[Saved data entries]
/---
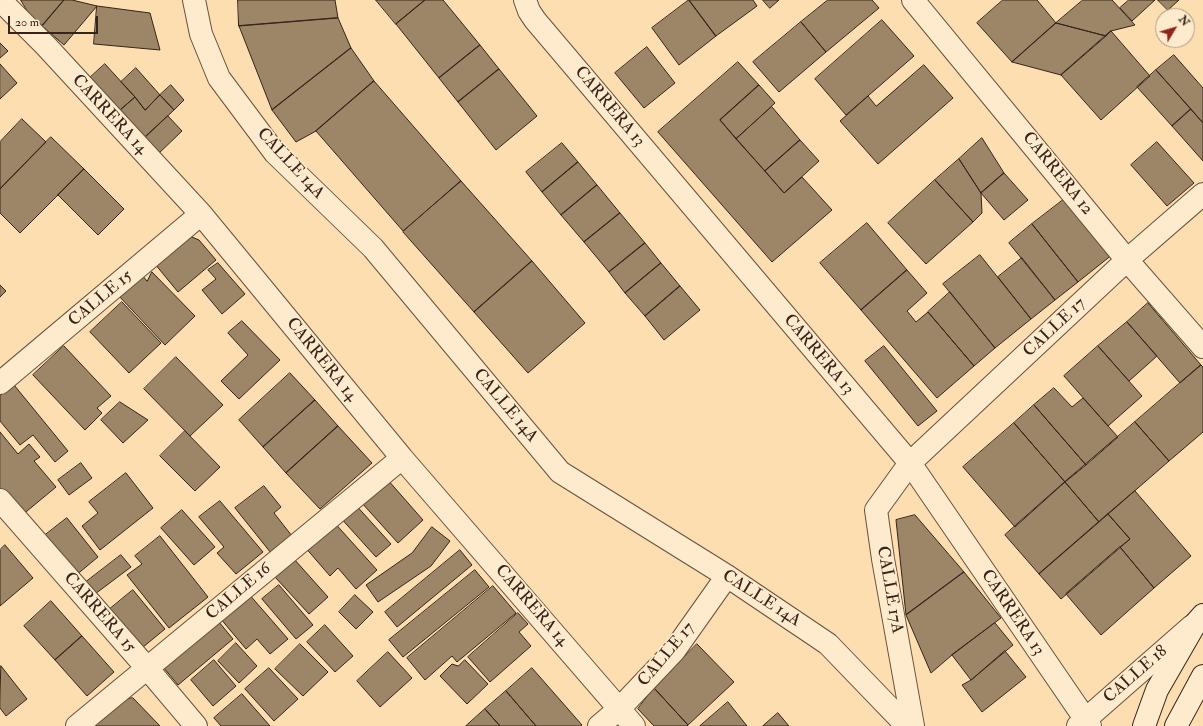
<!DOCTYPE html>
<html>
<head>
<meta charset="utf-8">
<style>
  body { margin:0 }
  #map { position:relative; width:1203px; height:726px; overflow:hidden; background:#fddeb0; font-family:"IM FELL Double Pica",serif }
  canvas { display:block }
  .north { position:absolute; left:1155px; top:8px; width:40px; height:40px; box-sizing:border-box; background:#feeacc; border:1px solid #ad9b85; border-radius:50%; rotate:52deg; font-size:11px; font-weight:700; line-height:16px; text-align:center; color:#34241b }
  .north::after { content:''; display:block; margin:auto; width:14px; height:18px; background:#8f2418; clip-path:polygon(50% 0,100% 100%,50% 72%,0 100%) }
  .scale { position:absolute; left:8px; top:16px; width:90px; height:18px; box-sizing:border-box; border:2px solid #34241b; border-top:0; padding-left:5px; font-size:12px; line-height:14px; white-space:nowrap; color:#34241b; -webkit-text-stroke:3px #feeacc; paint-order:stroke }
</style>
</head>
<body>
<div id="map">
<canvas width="1203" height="726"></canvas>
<div class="north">N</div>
<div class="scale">20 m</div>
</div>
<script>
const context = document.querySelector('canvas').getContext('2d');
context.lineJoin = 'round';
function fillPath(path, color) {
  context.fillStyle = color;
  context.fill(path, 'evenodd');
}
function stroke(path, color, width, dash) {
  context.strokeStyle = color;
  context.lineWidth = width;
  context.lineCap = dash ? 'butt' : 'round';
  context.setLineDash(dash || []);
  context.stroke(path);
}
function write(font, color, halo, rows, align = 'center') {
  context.font = font + ' "IM FELL Double Pica",serif';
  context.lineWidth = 3.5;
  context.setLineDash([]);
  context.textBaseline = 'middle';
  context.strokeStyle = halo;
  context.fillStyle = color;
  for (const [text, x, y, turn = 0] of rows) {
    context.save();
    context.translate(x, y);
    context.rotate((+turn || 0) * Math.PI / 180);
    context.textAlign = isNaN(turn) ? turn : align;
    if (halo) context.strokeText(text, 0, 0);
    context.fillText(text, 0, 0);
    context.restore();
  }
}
const building = new Path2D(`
  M21 0H64L42 26 29 14Z
  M64 0H72L97 6 64 45 42 26Z
  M238 0H335L338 18 239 26Z
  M376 0H425L396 24Z
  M425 0H443L480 45 439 78 396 24Z
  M689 0 716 36 679 65 652 28Z
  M689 0H753L757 6 716 36Z
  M763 0H779L770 8Z
  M828 0H872L879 8 826 52 801 22Z
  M1003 0H1037L1056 23 1012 62 977 23Z
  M1083 0H1112L1135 25 1111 31 1106 36 1056 23Z
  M1129 0H1155L1132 21 1120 8Z
  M1158 0H1179L1168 10Z
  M97 6 150 13 160 50 94 44Z
  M338 18 351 48 272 110 239 26Z
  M882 20 914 56 846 115 815 79Z
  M801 22 826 52 779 92 753 62Z
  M1056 23 1106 36 1061 75 1012 62Z
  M1111 31 1150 76 1101 120 1061 75Z
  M0 43 8 51 0 58Z
  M480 45 499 69 458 102 439 78Z
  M647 47 675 83 644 108 615 73Z
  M351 48 374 81 316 131 296 142 272 110Z
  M1174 55 1203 88V123L1156 70Z
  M738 62 759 85 720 120 784 193 802 177 832 210 772 262 658 132Z
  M0 64 17 83 0 99Z
  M105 64 135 97 112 117 83 84Z
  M924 65 953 98 878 164 840 121 868 96 876 106Z
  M136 68 160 95 145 110 135 97 121 82Z
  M499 69 537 116 496 150 458 102Z
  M1156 70 1191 109 1172 126 1137 87Z
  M374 81 461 181 403 231 316 131Z
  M171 85 184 100 174 110 160 95Z
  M759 85 775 103 736 139 720 120Z
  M160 95 174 110 141 141 112 117 135 97 145 110Z
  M772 107 800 140 765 171 736 139Z
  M1191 109 1203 123V161L1172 126Z
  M168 116 182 131 155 157 141 141Z
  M22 119 46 142 0 189V142Z
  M51 137 84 169 20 233 0 213V189Z
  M982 138 1004 173 981 193 959 159Z
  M800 140 819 161 784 193 765 171Z
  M1157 142 1194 183 1167 206 1131 165Z
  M562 143 578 162 542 192 526 172Z
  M959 159 981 193 982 213 973 222 935 180Z
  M578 162 597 185 561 215 542 192Z
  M84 169 124 209 98 235 58 195Z
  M1004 173 1028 200 1004 220 981 193Z
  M935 180 973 222 926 264 888 223Z
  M461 181 532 261 474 312 403 232Z
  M597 185 620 213 584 242 561 215Z
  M1067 197 1113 254 1078 282 1032 224Z
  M620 213 645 243 609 272 584 242Z
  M867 223 907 270 861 310 820 263Z
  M1032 224 1078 282 1055 300 1009 243Z
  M180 232 199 240 216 260 178 292 150 258Z
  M645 243 661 263 625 293 609 272Z
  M980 255 1031 319 995 348 943 284Z
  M1022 258 1055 300 1031 319 998 277Z
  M532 261 585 323 528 373 474 312Z
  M218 263 245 294 222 314 202 290 216 279 208 270Z
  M661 263 680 286 645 316 625 293Z
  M907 270 927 293 907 311 916 322 928 312 974 366 937 398 861 310Z
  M152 272 195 316 165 345 117 294 140 273 147 281Z
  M0 285 6 291 0 297Z
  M680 286 700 310 664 340 645 316Z
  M950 292 995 348 974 366 928 312Z
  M122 302 161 343 129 373 90 332Z
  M1148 303 1201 365 1180 383 1127 322Z
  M242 321 280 360 239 399 221 381 248 355 228 333Z
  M1127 322 1157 356 1129 381 1098 346Z
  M64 346 111 396 97 408 102 413 85 430 33 375Z
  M884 346 937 411 918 426 865 361Z
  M1098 346 1142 396 1108 426 1064 376Z
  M176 357 223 405 190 436 144 389Z
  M1201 365 1203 367V432L1169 461 1135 422Z
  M290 373 315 400 263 447 239 420Z
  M14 385 68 451 55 462 33 435 20 445 0 421V396Z
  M1054 388 1072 407 1083 398 1118 437 1086 465 1034 405Z
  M315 400 338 426 286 473 263 447Z
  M120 402 148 420 123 443 101 420Z
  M1034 405 1086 465 1065 482 1014 423Z
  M1135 422 1169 461 1099 522 1065 482Z
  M1014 423 1065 482 1015 527 963 467Z
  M338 426 372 463 320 509 286 473Z
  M185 431 220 467 195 491 160 456Z
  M0 432 18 454 29 444 40 457 34 461 56 487 21 516 0 490Z
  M81 463 92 478 69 495 58 480Z
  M126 473 153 508 100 550 82 526 98 513 89 502Z
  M387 479 423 520 398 543 361 502Z
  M1065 482 1099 522 1039 574 1005 535Z
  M264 486 281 507 274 513 292 536 271 553 235 508Z
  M1135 491 1191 556 1154 588 1120 547 1130 539 1108 514Z
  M220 501 263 552 236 574 217 553 224 547 199 517Z
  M353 502 391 544 376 557 338 515Z
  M182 510 215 547 194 565 161 528Z
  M1108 514 1130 539 1061 599 1039 574Z
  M915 515 964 572 906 615 896 520Z
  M67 518 98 557 75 576 44 536Z
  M332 520 377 570 356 589 338 568 330 576 304 546Z
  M432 527 450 541 431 566 378 602 366 585 412 553Z
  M160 536 208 597 169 628 127 575 142 564 135 556Z
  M5 545 33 578 0 606V550Z
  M1120 547 1154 588 1101 635 1066 594Z
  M460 550 472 565 397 627 385 612Z
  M121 555 131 567 95 594 86 582Z
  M294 559 328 597 309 614 275 577Z
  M475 570 489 587 403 657 389 640Z
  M964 572 1001 618 952 655 931 673 906 615Z
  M279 585 313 625 296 639 262 599Z
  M493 586 516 613 457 662 452 656 425 680 407 658Z
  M133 590 165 629 137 652 105 613Z
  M248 593 288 639 270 654 257 639 246 649 220 618Z
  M355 595 373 612 356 629 339 612Z
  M51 601 82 636 55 660 24 626Z
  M518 613 528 624 519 632 531 646 490 682 468 657Z
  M214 616 233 639 178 685 159 662Z
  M995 623 1013 645 971 680 952 655Z
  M325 625 353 656 335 672 307 642Z
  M82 636 114 672 87 696 55 660Z
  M236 643 257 666 239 683 218 661Z
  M300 644 328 672 303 696 275 669Z
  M697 644 734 682 688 725 654 688Z
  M1005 651 1026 677 982 712 962 685 971 680Z
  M388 652 412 678 380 707 357 681Z
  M214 660 236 686 213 706 191 680Z
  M465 660 488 684 467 704 440 676 452 664 458 666Z
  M1 666 27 699 6 716 0 708Z
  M269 668 298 699 274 721 245 689Z
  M532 668 582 725 580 726H536L506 691Z
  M654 688 688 725 687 726H654L638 709Z
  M506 691 536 726H500L485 709Z
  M242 694 270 726H221L214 718Z
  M133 698 160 726H93L120 700Z
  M728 702 747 726H700Z
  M485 709 500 726H466Z
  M778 713 789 726H763Z`);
fillPath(building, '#9d8568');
stroke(building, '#34241b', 1);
const minor = new Path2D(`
  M0 0 46 46 201 214 402 458 634 726
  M194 0 201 34 219 78 275 153 373 248 560 472 727 576 828 644 907 726
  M913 0 1127 260 1203 347
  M0 383 201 214
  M0 500 147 668 196 726
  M77 726 402 458
  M599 726 620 708 674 651 727 576
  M1078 726 1192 626
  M1090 726 910 463 1127 260 1203 194`);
const tertiary = new Path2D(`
  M525 0 529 11 535 20 910 463 876 510 883 559 913 726`);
const secondary = new Path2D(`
  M1144 726 1157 690 1195 624 1203 615
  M1176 726 1203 676`);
stroke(minor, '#665240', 24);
stroke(tertiary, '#665240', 24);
stroke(secondary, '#34241b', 24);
stroke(minor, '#feeacc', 22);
stroke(tertiary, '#feeacc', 22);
stroke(secondary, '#feeacc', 22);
write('17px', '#34241b', '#feeacc', [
  ["CARRERA 13",609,107,50],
  ["CARRERA 14",109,115,47],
  ["CALLE 14A",290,164,47],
  ["CARRERA 12",1057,174,51],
  ["CALLE 15",101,299,-40],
  ["CALLE 17",1055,328,-43],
  ["CARRERA 13",818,355,50],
  ["CARRERA 14",321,360,51],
  ["CALLE 14A",505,406,50],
  ["CALLE 17A",889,590,80],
  ["CALLE 16",239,592,-40],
  ["CALLE 14A",761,599,33],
  ["CARRERA 14",531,606,49],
  ["CARRERA 15",99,613,49],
  ["CARRERA 13",1012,613,56],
  ["CALLE 17",667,655,-50],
  ["CALLE 18",1136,675,-41]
]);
</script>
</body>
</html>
\---
* Your assignment *
What is needed is the exact run of lines from the start of the data through the line with "function fillPath(path, color)", both ends included, minus the pictures.

* Task answer *
<!DOCTYPE html>
<html>
<head>
<meta charset="utf-8">
<style>
  body { margin:0 }
  #map { position:relative; width:1203px; height:726px; overflow:hidden; background:#fddeb0; font-family:"IM FELL Double Pica",serif }
  canvas { display:block }
  .north { position:absolute; left:1155px; top:8px; width:40px; height:40px; box-sizing:border-box; background:#feeacc; border:1px solid #ad9b85; border-radius:50%; rotate:52deg; font-size:11px; font-weight:700; line-height:16px; text-align:center; color:#34241b }
  .north::after { content:''; display:block; margin:auto; width:14px; height:18px; background:#8f2418; clip-path:polygon(50% 0,100% 100%,50% 72%,0 100%) }
  .scale { position:absolute; left:8px; top:16px; width:90px; height:18px; box-sizing:border-box; border:2px solid #34241b; border-top:0; padding-left:5px; font-size:12px; line-height:14px; white-space:nowrap; color:#34241b; -webkit-text-stroke:3px #feeacc; paint-order:stroke }
</style>
</head>
<body>
<div id="map">
<canvas width="1203" height="726"></canvas>
<div class="north">N</div>
<div class="scale">20 m</div>
</div>
<script>
const context = document.querySelector('canvas').getContext('2d');
context.lineJoin = 'round';
function fillPath(path, color) {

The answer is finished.